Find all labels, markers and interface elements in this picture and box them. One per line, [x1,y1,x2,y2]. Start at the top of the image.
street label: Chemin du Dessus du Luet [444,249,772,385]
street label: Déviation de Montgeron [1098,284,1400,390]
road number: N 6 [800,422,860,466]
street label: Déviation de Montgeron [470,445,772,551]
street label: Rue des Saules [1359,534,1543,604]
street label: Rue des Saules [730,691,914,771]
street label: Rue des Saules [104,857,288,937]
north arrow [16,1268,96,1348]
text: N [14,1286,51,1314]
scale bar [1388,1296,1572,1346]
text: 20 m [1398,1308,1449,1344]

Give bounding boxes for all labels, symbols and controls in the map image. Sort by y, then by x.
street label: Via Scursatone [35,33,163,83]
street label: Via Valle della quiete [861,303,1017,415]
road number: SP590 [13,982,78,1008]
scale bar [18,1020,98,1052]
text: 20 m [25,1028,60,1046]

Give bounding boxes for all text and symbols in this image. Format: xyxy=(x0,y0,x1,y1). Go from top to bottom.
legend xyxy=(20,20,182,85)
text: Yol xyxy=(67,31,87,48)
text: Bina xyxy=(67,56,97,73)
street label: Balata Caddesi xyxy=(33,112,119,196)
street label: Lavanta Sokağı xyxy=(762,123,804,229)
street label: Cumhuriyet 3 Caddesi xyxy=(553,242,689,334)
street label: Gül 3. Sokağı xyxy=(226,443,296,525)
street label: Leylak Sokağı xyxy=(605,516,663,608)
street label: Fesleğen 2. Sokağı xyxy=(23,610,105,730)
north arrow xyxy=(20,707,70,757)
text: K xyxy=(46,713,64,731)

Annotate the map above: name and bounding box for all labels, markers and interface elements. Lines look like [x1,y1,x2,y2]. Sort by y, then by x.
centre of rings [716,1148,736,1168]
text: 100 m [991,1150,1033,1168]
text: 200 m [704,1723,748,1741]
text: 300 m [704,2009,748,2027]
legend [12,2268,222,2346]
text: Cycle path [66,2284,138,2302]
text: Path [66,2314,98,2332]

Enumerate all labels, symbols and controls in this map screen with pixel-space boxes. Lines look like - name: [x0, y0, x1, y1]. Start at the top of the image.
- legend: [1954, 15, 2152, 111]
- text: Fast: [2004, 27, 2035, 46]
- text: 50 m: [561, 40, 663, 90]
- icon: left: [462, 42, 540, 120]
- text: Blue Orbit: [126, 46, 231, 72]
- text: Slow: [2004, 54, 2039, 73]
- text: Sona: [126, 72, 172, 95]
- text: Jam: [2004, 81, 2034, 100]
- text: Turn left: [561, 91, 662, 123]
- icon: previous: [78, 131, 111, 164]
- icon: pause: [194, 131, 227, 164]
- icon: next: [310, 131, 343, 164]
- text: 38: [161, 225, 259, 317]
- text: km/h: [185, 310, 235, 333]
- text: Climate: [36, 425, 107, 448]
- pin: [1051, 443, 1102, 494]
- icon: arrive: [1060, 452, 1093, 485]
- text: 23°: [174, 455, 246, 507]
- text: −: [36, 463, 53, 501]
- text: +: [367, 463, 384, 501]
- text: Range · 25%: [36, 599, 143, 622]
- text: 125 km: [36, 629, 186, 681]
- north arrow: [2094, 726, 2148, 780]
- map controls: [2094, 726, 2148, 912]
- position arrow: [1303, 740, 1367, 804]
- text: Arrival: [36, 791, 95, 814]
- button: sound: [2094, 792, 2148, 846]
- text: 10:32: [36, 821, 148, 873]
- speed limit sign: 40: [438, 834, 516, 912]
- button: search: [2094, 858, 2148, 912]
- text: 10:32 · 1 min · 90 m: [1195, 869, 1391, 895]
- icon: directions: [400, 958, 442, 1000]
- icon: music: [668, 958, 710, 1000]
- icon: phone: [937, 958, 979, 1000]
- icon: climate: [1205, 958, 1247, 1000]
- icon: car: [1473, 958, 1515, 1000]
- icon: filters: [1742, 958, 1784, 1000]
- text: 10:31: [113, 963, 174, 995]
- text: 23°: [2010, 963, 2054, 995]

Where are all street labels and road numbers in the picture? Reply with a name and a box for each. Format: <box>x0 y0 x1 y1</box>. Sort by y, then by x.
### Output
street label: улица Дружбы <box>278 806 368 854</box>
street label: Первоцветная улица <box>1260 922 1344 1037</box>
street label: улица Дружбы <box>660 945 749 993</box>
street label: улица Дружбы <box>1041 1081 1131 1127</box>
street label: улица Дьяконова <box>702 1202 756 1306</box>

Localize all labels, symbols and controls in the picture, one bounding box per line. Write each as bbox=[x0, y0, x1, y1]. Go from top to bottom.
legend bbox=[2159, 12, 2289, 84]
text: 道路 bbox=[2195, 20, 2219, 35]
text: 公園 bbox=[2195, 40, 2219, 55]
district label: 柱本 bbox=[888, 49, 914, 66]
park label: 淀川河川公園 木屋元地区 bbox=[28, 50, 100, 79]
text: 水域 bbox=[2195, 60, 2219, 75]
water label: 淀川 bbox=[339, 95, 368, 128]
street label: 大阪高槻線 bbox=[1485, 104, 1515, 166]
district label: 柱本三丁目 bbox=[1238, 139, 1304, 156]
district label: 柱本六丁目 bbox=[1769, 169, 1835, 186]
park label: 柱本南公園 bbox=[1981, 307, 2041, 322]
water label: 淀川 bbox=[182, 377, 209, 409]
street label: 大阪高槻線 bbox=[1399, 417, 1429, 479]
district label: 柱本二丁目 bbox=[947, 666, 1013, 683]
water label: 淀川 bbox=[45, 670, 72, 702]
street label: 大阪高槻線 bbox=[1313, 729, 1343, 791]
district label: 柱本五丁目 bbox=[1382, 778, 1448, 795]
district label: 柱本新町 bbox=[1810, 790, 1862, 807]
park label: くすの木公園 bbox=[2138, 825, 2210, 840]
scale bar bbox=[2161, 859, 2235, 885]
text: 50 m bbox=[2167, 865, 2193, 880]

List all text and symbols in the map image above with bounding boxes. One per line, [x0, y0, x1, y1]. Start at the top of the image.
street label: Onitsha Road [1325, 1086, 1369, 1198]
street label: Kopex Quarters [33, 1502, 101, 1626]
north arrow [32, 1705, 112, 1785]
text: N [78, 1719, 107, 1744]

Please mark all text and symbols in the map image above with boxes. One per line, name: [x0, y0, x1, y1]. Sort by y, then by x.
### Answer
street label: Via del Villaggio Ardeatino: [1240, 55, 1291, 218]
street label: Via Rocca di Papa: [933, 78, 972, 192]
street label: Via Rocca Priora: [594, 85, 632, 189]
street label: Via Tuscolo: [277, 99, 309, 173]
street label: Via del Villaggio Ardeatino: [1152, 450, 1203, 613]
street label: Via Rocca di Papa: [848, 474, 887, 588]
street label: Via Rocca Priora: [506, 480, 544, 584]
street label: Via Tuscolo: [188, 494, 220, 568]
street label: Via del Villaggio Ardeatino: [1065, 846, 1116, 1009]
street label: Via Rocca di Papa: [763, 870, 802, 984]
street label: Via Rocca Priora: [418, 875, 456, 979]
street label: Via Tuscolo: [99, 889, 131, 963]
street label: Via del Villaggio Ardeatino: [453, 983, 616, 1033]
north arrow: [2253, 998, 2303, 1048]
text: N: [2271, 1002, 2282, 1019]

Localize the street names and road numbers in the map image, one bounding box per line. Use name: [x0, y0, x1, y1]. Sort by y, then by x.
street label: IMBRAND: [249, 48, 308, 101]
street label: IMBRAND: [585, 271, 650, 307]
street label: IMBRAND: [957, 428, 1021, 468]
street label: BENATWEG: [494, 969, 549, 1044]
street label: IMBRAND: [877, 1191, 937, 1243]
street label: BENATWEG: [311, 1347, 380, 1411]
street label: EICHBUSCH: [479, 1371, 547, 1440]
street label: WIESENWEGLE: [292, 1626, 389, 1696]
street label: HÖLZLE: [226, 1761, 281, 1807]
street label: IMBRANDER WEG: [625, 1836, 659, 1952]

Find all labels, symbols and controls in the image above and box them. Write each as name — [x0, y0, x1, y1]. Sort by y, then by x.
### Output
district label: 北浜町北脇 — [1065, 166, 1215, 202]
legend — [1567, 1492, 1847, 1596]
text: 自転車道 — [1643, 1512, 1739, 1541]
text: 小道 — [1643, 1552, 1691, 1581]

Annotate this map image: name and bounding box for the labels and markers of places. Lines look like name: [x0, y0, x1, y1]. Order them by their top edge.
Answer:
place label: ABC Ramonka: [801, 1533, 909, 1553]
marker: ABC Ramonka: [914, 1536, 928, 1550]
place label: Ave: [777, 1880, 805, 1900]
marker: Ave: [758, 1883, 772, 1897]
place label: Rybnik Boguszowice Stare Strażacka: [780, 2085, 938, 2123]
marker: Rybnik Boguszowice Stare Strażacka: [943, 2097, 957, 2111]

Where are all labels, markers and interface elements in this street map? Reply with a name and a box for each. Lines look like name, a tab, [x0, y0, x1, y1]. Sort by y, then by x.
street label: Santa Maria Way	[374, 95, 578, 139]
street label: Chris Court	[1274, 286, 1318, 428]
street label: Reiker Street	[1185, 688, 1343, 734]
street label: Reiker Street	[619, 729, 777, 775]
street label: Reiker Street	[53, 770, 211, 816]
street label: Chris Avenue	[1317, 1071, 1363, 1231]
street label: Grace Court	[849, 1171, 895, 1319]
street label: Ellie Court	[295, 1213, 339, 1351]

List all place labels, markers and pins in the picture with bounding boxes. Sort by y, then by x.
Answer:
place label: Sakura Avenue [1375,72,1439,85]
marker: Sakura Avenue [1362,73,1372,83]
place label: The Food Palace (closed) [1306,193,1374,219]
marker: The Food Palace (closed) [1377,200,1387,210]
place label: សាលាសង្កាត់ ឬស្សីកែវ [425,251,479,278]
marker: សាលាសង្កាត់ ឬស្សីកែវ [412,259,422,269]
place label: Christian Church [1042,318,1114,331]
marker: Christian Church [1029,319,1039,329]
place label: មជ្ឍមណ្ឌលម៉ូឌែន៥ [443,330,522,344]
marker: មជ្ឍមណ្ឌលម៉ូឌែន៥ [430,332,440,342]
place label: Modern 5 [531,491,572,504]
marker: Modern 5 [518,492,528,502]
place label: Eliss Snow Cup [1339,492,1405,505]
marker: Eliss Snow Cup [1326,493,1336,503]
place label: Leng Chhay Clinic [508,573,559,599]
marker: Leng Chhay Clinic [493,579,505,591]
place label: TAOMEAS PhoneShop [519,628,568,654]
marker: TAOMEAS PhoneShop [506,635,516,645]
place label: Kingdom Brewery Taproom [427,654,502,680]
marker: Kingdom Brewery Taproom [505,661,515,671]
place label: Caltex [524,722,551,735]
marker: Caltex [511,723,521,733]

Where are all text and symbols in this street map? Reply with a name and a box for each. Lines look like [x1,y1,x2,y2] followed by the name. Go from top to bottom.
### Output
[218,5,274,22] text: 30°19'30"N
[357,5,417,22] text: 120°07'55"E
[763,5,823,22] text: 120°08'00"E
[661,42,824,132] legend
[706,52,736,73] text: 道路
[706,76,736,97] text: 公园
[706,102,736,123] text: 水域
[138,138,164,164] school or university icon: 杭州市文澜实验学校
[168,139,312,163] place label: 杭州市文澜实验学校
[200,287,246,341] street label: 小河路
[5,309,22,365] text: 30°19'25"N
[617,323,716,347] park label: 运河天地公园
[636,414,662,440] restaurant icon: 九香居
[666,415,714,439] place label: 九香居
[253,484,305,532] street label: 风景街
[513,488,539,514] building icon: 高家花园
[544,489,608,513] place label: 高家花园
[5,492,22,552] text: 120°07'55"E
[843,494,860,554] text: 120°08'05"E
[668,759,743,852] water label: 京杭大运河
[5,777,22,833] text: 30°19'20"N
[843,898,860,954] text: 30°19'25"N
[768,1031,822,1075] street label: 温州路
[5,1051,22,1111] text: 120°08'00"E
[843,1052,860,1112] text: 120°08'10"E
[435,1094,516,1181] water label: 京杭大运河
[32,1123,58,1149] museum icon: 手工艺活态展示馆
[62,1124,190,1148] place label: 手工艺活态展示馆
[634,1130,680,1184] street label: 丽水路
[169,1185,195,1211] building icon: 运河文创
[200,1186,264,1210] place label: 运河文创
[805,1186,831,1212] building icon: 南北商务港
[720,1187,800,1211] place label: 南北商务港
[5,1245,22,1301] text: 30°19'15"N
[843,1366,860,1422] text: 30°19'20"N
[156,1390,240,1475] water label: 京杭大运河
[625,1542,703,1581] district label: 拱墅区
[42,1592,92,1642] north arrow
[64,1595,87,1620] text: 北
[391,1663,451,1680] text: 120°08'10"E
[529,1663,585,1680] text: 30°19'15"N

=====

◆ **Exercise requirements**
Your task for the entries above: copy exactly the span starting with the line with "Annotate this map" and going on through the line with "List all place", both lines included, and nothing else.

◆ **Task result**
Annotate this map image: name and bounding box for the labels and markers of places. Lines look like name: [x0, y0, x1, y1]. Order them by their top edge.
Answer:
place label: ABC Ramonka: [801, 1533, 909, 1553]
marker: ABC Ramonka: [914, 1536, 928, 1550]
place label: Ave: [777, 1880, 805, 1900]
marker: Ave: [758, 1883, 772, 1897]
place label: Rybnik Boguszowice Stare Strażacka: [780, 2085, 938, 2123]
marker: Rybnik Boguszowice Stare Strażacka: [943, 2097, 957, 2111]

Where are all labels, markers and interface elements in this street map? Reply with a name and a box for each. Lines look like name, a tab, [x0, y0, x1, y1]. Sort by y, then by x.
street label: Santa Maria Way	[374, 95, 578, 139]
street label: Chris Court	[1274, 286, 1318, 428]
street label: Reiker Street	[1185, 688, 1343, 734]
street label: Reiker Street	[619, 729, 777, 775]
street label: Reiker Street	[53, 770, 211, 816]
street label: Chris Avenue	[1317, 1071, 1363, 1231]
street label: Grace Court	[849, 1171, 895, 1319]
street label: Ellie Court	[295, 1213, 339, 1351]

List all place labels, markers and pins in the picture with bounding boxes. Sort by y, then by x.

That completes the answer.